AMD reveals MI300x AI chip as ‘generational AI accelerator’
Advanced Micro Devices CEO Lisa Su on Tuesday in San Francisco unveiled a chip that is central to the company’s strategy for artificial intelligence computers, boasting huge memory and data throughput for the so-called artificial intelligence tasks as large language models.
The Instinct MI300X, as the part is known, is the follow-up to the previously announced MI300A. The chip is actually a combination of many “chiplets,” individual chips that are bundled together in a single package using shared memory and network links.
Also: 5 ways to explore innovative uses of AI in the workplace
Su, on the invite-only stage at the Fairmont Hotel in downtown San Francisco, called the unit a “next generation AI accelerator” and said the GPU chiplets contained within it, a they are called cDNA 3, which is “specially designed”. for AI and HPC [high-performance computing] amount of work.”
The MI300X is the “GPU only” version of this part. The MI300A is a combination of three Zen4 CPUs with multiple GPUs. But in the MI300X, the CPUs are swapped for two additional CDNA 3 triples.
Also: Nvidia reveals new Ethernet for AI, Grace Hopper ‘Superchip’ is in full production
The MI300X increased the number of transistors from 146 billion transistors to 153 billion, and the shared DRAM memory was increased from 128 gigabytes in the MI300A to 192 gigabytes.
Memory bandwidth is increased from 800 gigabytes per second to 5.2 terabytes per second.
“Our use of chiplets in this product is very, very strategic because of the ability to mix and match different types of computers, swap CPUs or GPUs,” said Su.
Su says the MI300X will offer 2.4 times the memory density of Nvidia’s H100 “Hopper” GPU and 1.6 times the memory bandwidth.
“General AI, big language models have changed the game,” says Su. “The need for more computation is growing exponentially, whether you’re talking about training or about inference.”
To demonstrate the need for powerful computers, Sue showed work on what she says is the most popular large language model at the moment, the open-source Falcon-40B. Language models require more computation as they are built with more and more what are called neural network “parameters”. Falcon-40B includes 40 billion parameters.
Also: GPT-3.5 vs GPT-4: Is ChatGPT Plus worth the subscription fee?

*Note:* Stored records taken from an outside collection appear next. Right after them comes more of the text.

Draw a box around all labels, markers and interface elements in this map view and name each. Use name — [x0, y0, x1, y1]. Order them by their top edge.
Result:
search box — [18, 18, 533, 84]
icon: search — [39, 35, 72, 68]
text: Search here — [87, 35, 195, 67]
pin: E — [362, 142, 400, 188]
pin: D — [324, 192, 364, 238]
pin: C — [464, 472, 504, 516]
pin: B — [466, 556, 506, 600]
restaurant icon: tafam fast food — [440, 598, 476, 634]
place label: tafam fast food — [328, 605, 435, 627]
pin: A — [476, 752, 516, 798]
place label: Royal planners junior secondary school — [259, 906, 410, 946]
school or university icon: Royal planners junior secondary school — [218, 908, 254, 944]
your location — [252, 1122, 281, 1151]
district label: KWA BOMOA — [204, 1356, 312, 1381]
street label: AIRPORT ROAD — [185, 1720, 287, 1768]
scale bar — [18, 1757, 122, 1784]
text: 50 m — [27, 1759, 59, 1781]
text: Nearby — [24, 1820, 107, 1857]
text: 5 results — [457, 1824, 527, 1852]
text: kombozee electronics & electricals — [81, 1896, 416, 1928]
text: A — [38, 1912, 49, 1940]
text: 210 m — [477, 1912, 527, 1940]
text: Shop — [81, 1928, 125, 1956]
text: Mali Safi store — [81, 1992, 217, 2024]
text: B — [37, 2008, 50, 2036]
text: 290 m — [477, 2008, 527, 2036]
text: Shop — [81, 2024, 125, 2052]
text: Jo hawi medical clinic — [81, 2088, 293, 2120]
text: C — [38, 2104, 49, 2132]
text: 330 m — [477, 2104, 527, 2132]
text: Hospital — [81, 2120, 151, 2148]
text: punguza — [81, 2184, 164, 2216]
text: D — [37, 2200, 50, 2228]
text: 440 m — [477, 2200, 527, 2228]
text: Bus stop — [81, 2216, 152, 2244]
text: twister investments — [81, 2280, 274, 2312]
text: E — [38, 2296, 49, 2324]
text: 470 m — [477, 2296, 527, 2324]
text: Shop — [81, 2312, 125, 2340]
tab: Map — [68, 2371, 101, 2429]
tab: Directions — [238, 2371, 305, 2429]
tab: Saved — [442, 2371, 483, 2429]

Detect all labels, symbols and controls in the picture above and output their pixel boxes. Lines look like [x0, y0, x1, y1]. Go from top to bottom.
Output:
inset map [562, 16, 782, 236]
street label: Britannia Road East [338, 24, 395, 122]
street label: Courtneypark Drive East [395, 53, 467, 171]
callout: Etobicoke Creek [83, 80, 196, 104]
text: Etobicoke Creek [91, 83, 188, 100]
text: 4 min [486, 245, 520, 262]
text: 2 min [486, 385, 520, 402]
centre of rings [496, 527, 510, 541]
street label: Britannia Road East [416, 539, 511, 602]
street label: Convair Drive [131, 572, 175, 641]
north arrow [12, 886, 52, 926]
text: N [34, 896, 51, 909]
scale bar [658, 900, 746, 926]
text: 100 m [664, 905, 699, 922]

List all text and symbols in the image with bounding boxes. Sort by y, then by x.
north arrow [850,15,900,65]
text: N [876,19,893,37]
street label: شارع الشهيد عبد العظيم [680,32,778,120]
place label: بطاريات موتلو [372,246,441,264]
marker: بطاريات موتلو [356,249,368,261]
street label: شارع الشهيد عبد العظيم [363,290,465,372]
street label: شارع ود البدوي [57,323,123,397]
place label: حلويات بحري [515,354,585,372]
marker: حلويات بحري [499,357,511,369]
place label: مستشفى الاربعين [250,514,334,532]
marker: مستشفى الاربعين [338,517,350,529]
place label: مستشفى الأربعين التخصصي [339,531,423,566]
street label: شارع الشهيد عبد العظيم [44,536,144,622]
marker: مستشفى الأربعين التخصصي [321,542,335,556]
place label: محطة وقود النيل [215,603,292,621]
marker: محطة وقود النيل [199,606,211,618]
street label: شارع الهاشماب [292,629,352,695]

The MI300X is the first chip powerful enough to run a neural network of this size, entirely in memory, instead of having to move data, back and forth, from external memory, she said.
Su performed MI300X composing a poem about San Francisco using Falcon-40B.
“A single MI300X can run models with up to about 80 billion parameters” in memory, she says.
“When you compare the MI300X with the competition, the MI300X offers 2.4 times the memory and 1.6 times the memory bandwidth, and with all that extra memory capacity, we really benefit. alternative to large language models because we can run larger models directly in memory.”
Also: How ChatGPT can rewrite and improve your existing code
To be able to run the entire model in memory, says Su, means “for the largest models, it really reduces the number of GPUs you need, dramatically accelerating performance, especially in terms of performance.” for inference, as well as reducing the total cost of ownership.”
“By the way, I like this chip,” said Su excitedly. “We love this chip.”
“With the MI300X you can reduce the number of GPUs, and as model sizes continue to grow, this will become even more important.”
“With more memory, more memory bandwidth, and less GPU required, we can run more inference tasks per GPU than before,” says Su. That would reduce the total cost of ownership for large language models, she said, making the technology more accessible.
Also: Because of AI’s ‘iPhone moment’, Nvidia unveils massive language modeling chip
To compete with Nvidia’s DGX systems, Su unveiled a line of AI computing, the “AMD Instinct Platform”. The first version will combine eight MI300X with 1.5 terabytes of HMB3 memory. The server complies with the industry standard Open Computing Platform specification.
“For customers, they can use all of this AI computing power in memory in an industry-standard platform that sits right inside their existing infrastructure,” says Su.
Unlike the MI300X, which is just a single GPU, the current MI300A is going up against Nvidia’s Grace Hopper combo chip, which uses Nvidia’s Grace CPU and its Hopper GPU, which the company says is not the same thing. announced last month is in full production.
MI300A is being integrated into the El Capitan supercomputer being built at the Department of Energy’s Lawrence Livermore National Laboratory, Su noted.
Also: How to use ChatGPT to create apps
Su said the MI300A is currently on display as a sample to AMD customers, and the MI300X will begin sampling to customers in the third quarter of this year. She said both will be in mass production in the fourth quarter.
You can watch the presentation playback on the Website set up by AMD for reporting.